Every Post is a Comeback Post

So I had originally intended to have a mini-blitz of material posted during Shark Week involving some of the topics that slip under the Shark Week radar, but for some reason technical difficulties arose that prevented me from successfully posting.  Also, in the middle of that I attended the annual AFS meeting in Quebec, which was awesome (I did my best to live-tweet the shark, highly migratory species, and feeding ecology talks, which you can see at #AFS14).  Those aforementioned posts will be up in the next coming week (give or take), so I hope you haven’t been completely burned out by shark material yet.

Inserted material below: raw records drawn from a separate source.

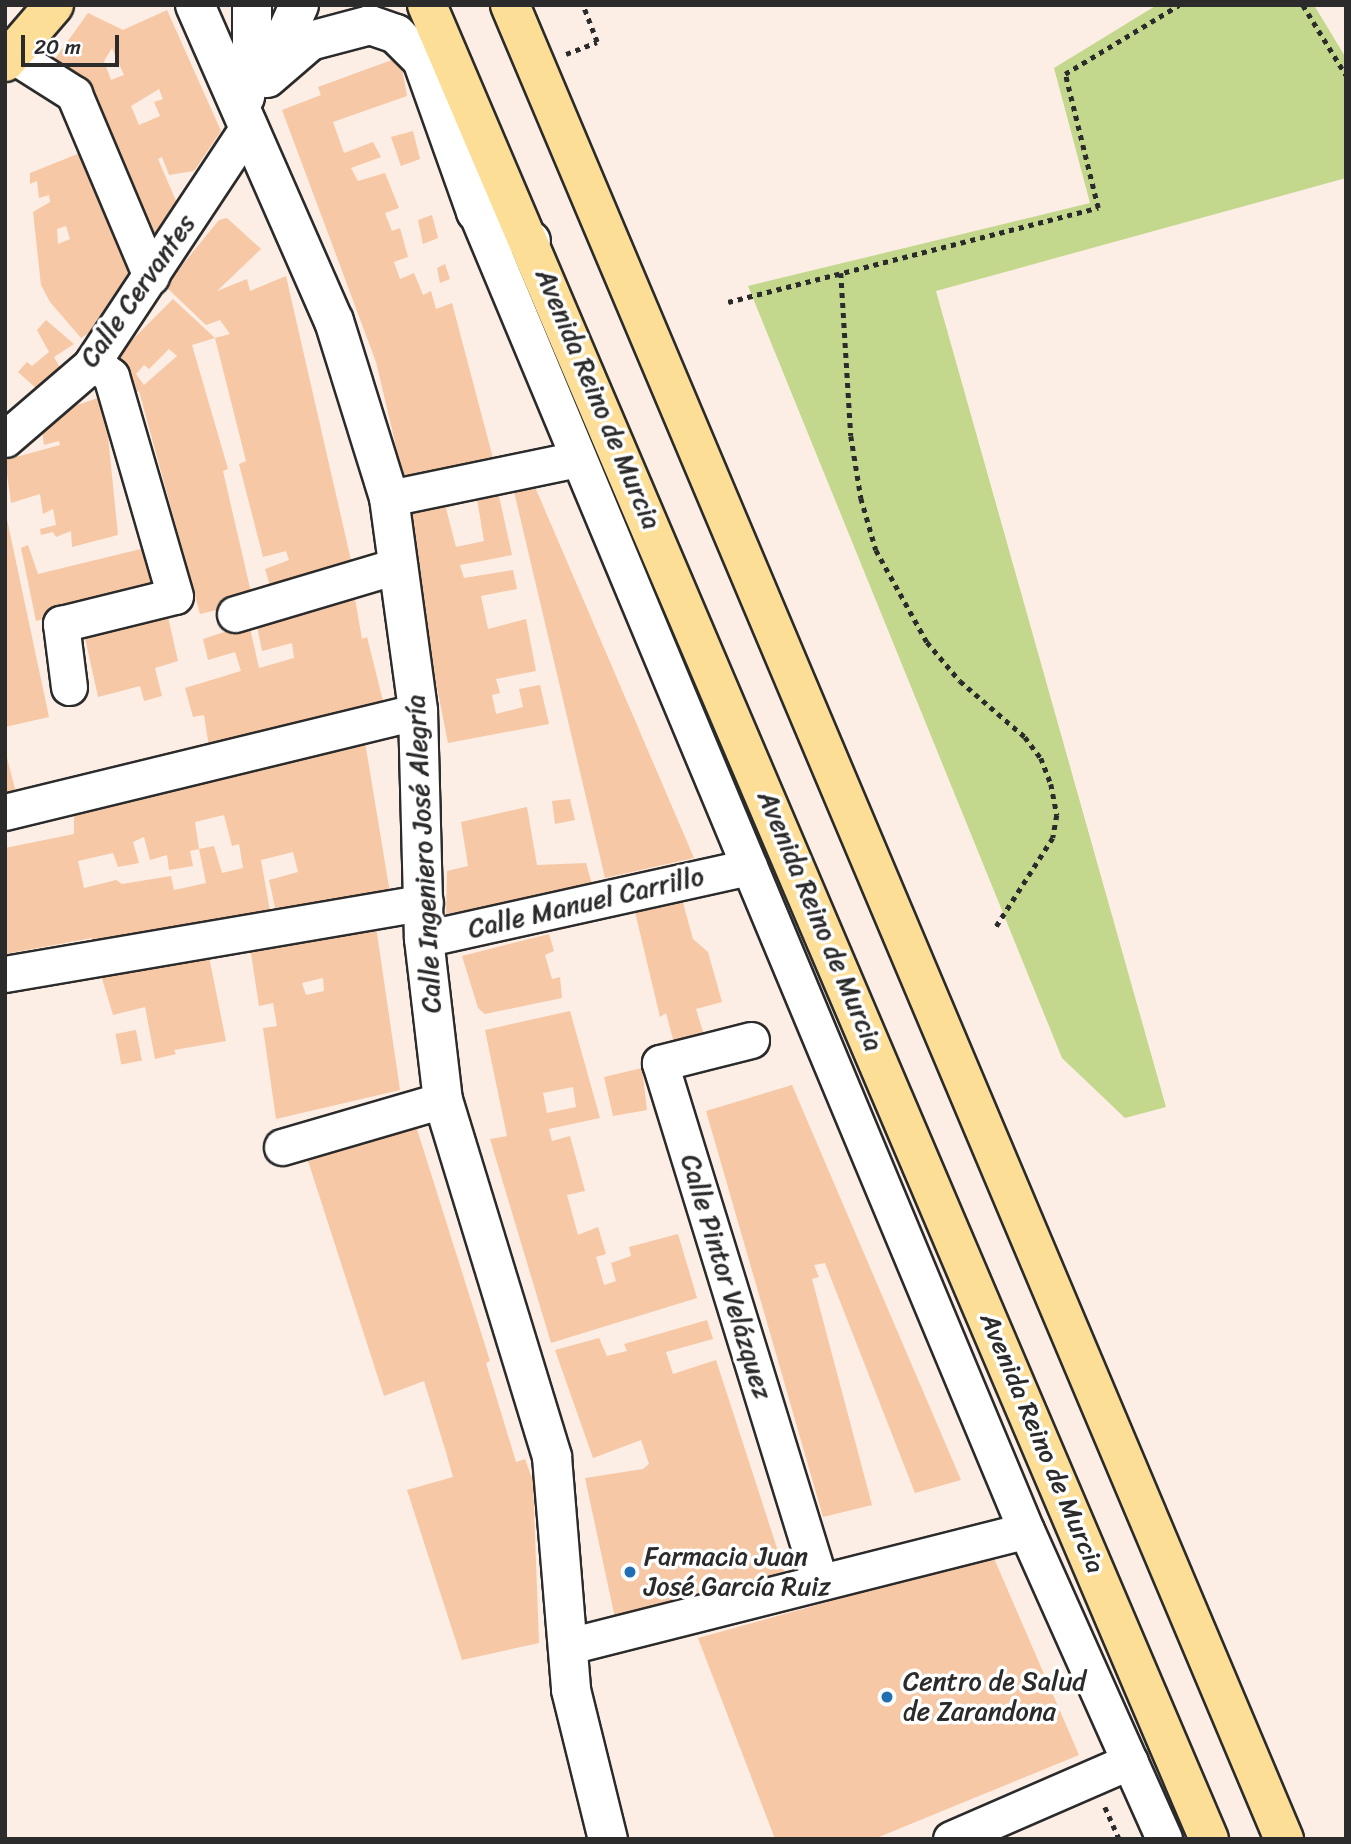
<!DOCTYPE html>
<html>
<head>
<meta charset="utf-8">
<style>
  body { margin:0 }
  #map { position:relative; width:1351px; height:1844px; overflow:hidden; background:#fceee4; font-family:Sriracha,sans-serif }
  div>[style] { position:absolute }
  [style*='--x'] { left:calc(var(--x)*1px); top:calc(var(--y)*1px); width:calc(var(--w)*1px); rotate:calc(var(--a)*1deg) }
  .green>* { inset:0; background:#c4d88d }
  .building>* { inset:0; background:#f6c8a5; transform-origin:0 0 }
  .path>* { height:4.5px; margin-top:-2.25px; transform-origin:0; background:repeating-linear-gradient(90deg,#2b2b2b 0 5px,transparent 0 10px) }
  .roads { filter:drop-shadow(2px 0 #2b2b2b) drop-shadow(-2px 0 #2b2b2b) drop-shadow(0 2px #2b2b2b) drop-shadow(0 -2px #2b2b2b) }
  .street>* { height:35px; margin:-17.5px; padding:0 17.5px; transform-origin:17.5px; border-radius:17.5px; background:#fff }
  .secondary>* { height:38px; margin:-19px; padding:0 19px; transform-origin:19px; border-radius:19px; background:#fff }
  .primary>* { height:38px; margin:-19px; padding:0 19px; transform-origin:19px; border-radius:19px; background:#fdde96 }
  .dots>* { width:19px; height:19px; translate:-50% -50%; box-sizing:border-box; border:4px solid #fff; border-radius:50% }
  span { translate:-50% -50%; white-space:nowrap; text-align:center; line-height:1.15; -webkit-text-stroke:7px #fff; paint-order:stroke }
  .street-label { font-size:26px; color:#2b2b2b }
  .poi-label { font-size:26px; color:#2b2b2b }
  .left { translate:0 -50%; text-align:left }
  .frame { position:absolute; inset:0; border:7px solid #2b2b2b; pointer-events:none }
  .scale { position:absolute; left:21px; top:35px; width:98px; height:32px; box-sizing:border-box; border:4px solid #2b2b2b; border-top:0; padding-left:9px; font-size:21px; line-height:24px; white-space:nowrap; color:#2b2b2b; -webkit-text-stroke:5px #fff; paint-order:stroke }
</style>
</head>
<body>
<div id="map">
  <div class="green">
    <div style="clip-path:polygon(1157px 5px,1314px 5px,1346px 58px,1346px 178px,936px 291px,1166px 1107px,1125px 1118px,1062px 1058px,748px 286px,1090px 203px,1054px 68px)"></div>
  </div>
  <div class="building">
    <div style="clip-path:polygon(evenodd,167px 10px,221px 131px,194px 171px,169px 175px,162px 157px,158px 159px,180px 210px,149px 249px,49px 67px,88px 13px,123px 30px,167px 10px,112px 48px,124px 75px,111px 80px,104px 61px,112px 48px,167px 10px,159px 89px,163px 99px,154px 102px,160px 116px,139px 125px,131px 106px,159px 89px)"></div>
    <div style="clip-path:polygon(400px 57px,407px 96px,333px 122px,344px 153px,373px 142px,381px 157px,351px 168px,358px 181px,385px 173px,399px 208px,385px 213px,392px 231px,400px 228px,408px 257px,394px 262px,400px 279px,414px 273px,423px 295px,431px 291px,436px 309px,452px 303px,494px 462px,404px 480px,376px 362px,282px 110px,321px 95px,318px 87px)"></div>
    <div style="clip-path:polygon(413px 131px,420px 159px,401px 166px,391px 137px)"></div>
    <div style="clip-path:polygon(evenodd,85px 151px,135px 270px,97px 328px,81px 338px,50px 302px,41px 285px,33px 212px,50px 202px,49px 195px,39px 198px,37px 181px,30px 184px,30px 173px,85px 151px,66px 226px,70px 239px,58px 244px,57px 229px,66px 226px)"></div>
    <div style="clip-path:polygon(432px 215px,438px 238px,423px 244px,418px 220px)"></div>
    <div style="clip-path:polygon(227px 218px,261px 249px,217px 291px,247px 279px,250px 291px,286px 276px,353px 569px,273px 596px,265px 569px,289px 560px,286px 551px,263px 557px,239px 464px,246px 461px,215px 338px,230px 334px,220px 320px,206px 325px,165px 286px,219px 220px)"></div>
    <div style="clip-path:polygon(445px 264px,450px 279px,440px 283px,437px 268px)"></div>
    <div style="clip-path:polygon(evenodd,173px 299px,215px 338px,192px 345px,228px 469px,223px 471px,253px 601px,200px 614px,139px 391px,130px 395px,117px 371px,126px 363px,117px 355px,173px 299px,169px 349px,177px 356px,144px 385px,136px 374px,144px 365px,149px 369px,169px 349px)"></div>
    <div style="clip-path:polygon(46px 320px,74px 344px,54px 357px,62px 371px,38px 390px,18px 372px,27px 362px,32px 366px,49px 352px,37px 330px)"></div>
    <div style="clip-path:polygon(104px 396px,118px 535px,72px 547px,71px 531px,56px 537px,53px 532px,41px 535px,40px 529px,56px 525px,53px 509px,43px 514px,40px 494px,11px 503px,5px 460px,60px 445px,59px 441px,44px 445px,41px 423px,55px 420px,62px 410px)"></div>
    <div style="clip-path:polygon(532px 480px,694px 858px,605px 878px,512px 483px)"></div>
    <div style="clip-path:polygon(497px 487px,512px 555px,460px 565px,464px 578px,513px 570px,517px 589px,481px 596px,488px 629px,526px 619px,536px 671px,496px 679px,500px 693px,492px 695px,496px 714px,523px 707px,519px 689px,540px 685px,549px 724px,448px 743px,401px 505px,454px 496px,456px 505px,446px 508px,456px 547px,484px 541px,476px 493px)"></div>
    <div style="clip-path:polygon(5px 510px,49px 717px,5px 727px)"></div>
    <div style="clip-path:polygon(28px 545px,38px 574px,145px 548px,156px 589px,36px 621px,21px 548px)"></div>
    <div style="clip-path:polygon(354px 593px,362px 639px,367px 637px,385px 709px,209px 747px,204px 715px,193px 717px,185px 688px,241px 671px,235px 652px,208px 660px,203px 639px,249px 624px,259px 668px,294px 658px,292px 643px,262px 651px,256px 621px)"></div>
    <div style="clip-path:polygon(168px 617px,178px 661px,155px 668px,162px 696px,144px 701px,140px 686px,98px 697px,85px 638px)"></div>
    <div style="clip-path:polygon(evenodd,365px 742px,391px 899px,278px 921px,269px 880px,298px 872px,293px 852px,261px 860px,272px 922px,96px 956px,92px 938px,5px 954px,5px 848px,74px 834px,74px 810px,365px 742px,224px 815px,232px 846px,239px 844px,243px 868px,222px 873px,214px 846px,199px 849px,195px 822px,224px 815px,365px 742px,144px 837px,150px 860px,167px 855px,169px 870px,193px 866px,190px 851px,199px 849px,206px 883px,174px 890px,171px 876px,122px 884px,116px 880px,84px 888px,78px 861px,113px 853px,118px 867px,139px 863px,133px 842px,144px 837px)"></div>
    <div style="clip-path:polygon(5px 750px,16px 793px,5px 796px)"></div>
    <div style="clip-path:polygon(570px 799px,575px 820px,555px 824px,552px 801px)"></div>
    <div style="clip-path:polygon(527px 807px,537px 865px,586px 863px,595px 895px,543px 896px,446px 914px,447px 871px,468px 866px,461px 822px)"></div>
    <div style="clip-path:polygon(682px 899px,693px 939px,708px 952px,722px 1002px,696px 1009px,704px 1035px,674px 1043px,666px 1013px,660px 1017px,635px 912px)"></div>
    <div style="clip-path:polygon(evenodd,375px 920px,400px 1090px,276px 1119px,263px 1028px,277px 1026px,273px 1003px,259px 1006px,250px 947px,375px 920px,323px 978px,324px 991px,306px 995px,302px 983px,323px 978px)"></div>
    <div style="clip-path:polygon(549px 934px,554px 951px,545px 955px,552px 979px,560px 977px,562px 998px,485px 1014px,478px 1008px,462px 956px)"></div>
    <div style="clip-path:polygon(208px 952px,226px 1041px,174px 1050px,176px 1054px,155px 1059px,145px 1007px,113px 1015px,100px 972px)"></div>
    <div style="clip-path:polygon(evenodd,570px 1011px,600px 1118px,549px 1129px,552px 1141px,570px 1136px,585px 1191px,567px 1195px,578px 1235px,598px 1227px,606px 1254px,596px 1257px,604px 1285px,616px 1281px,611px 1263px,631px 1256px,629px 1247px,678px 1234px,697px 1298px,551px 1343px,490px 1139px,507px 1136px,485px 1030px,570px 1011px,573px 1087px,576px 1107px,547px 1113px,543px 1093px,573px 1087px)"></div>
    <div style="left:136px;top:1030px;width:31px;height:21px;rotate:79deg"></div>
    <div style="clip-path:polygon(642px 1068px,647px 1110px,613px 1116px,604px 1077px)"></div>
    <div style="clip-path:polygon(792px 1085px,961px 1480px,915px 1493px,825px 1263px,814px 1265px,819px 1277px,812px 1279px,872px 1505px,823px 1517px,706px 1111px)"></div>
    <div style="clip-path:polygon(416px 1126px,490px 1361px,486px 1363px,516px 1462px,525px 1459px,533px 1481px,539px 1643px,462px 1660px,407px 1490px,453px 1477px,445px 1449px,424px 1381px,384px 1396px,308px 1161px)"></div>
    <div style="clip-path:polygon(707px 1320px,713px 1339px,666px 1352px,673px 1374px,716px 1360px,786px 1576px,615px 1618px,585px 1478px,643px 1469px,649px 1464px,641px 1440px,593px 1458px,555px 1350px,599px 1338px,607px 1356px,627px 1351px,624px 1344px)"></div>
    <div style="clip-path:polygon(993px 1556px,1079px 1755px,874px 1839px,775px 1839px,698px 1638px)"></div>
  </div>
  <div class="path">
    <div style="--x:1303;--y:5;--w:82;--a:58.4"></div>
    <div style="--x:566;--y:54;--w:33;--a:-21"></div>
    <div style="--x:597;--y:42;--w:40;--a:-111"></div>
    <div style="--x:841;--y:273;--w:163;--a:86.5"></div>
    <div style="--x:851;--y:436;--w:63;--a:80.8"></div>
    <div style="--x:861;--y:498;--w:54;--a:73.9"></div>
    <div style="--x:876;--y:550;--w:105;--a:61"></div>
    <div style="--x:927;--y:642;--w:51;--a:49.8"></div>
    <div style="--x:960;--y:681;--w:86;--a:40.7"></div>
    <div style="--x:1025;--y:737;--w:26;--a:53"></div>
    <div style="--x:1041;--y:758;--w:28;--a:69"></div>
    <div style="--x:1051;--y:784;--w:32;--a:79"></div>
    <div style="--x:1057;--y:815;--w:23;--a:100"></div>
    <div style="--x:1053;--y:838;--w:106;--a:122.6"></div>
    <div style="--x:728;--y:302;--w:382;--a:-14.3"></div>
    <div style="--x:1098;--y:208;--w:138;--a:-103.8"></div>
    <div style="--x:1065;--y:74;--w:133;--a:-31.2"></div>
    <div style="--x:1105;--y:1807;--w:35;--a:66"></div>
  </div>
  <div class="roads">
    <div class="street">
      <div style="--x:11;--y:54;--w:75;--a:32.4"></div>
      <div style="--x:74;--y:94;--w:198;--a:67.1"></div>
      <div style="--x:476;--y:212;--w:1428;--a:67.35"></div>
      <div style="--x:1026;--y:1530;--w:338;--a:65.9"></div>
      <div style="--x:5;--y:439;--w:112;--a:-40.7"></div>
      <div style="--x:90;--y:366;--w:288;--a:-56.5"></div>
      <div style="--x:389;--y:498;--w:193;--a:-11.7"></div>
      <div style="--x:235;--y:614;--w:171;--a:-16.6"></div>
      <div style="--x:69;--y:687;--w:64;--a:-97.2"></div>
      <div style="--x:61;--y:624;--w:117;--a:-13.8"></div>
      <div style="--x:175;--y:596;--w:229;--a:-106.2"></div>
      <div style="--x:111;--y:376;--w:23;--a:-142"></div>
      <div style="--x:5;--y:812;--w:425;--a:-13.7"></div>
      <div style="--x:424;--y:939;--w:333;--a:-12.5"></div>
      <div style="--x:5;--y:974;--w:426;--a:-9.7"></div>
      <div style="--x:751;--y:1040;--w:94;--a:165.8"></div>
      <div style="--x:660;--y:1063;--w:543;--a:72.87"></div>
      <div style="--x:282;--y:1147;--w:168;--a:-16.3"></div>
      <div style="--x:569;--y:1646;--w:471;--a:-14.2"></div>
      <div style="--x:951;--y:1839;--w:195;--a:-23.5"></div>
    </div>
    <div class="secondary">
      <div style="--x:195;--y:5;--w:345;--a:66.3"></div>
      <div style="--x:334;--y:321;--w:185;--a:72.7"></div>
      <div style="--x:389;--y:498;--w:215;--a:82.2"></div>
      <div style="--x:418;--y:711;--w:228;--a:88.5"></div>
      <div style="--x:424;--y:939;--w:162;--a:83.3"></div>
      <div style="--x:443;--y:1100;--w:373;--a:73"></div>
      <div style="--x:552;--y:1457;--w:234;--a:85.3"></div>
      <div style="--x:571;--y:1690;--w:154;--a:76.1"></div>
      <div style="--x:271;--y:68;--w:69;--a:-66"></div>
      <div style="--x:267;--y:78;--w:57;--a:-40.7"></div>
      <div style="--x:310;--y:41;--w:62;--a:-14.9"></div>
      <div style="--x:370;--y:25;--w:28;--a:19"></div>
      <div style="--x:396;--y:34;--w:37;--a:45"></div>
      <div style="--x:422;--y:60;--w:161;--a:70.4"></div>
      <div style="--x:476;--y:212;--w:62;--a:27.8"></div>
      <div style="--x:245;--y:97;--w:40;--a:-80"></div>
      <div style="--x:252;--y:58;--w:53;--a:-90"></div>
    </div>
    <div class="primary">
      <div style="--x:427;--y:5;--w:1994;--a:66.91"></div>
      <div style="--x:510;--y:5;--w:1991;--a:67.12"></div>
      <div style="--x:5;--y:62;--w:75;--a:-49.3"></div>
    </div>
  </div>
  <div class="dots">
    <div style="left:630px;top:1572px;background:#1f6fb2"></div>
    <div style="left:887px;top:1697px;background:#1f6fb2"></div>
  </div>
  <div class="street-label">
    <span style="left:138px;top:291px;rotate:-55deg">Calle Cervantes</span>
    <span style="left:598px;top:399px;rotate:67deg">Avenida Reino de Murcia</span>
    <span style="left:424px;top:854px;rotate:-93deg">Calle Ingeniero José Alegría</span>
    <span style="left:586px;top:903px;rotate:-13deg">Calle Manuel Carrillo</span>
    <span style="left:820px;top:921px;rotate:67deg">Avenida Reino de Murcia</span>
    <span style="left:726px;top:1277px;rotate:73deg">Calle Pintor Velázquez</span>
    <span style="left:1042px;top:1443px;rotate:67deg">Avenida Reino de Murcia</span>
  </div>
  <div class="poi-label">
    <span class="left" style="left:644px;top:1572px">Farmacia Juan<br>José García Ruiz</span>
    <span class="left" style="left:903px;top:1697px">Centro de Salud<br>de Zarandona</span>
  </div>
  <div class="frame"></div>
  <div class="scale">20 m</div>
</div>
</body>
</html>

As far as Shark Week goes, others have covered the event itself better than I could.  Dave Shiffman has a nice recap of reactions to this year’s offerings as well as his own reviews, and I pretty much share his opinions.  It seems Discovery is determined to continue down the path of fear-mongering and spreading fake information in its quest to run Shark Week (which, by the way, exposed me to some of the first shark conservation messages I’d ever heard as a kid) straight into the ground.  If that’s their goal, it seems to be working: Christie Wilcox pointed out that this is the first year Shark Week has actually done worse than the previous year, though it’s worth noting that the only shows to fare relatively well in their time slots were the ones that profiled real research.  Clearly the audience has spoken and prefers real sharks and real shark scientists to poorly scripted CGI, but has Discover burned its bridges by lying the very scientists that provide them with material?  I certainly hope the ship gets back on course, because being on Shark Week is still a personal bucket list item of mine, but I’ll be damned if I’m going to participate in the nature documentary equivalent of Fox News.

And on that note, let’s get back to blogging.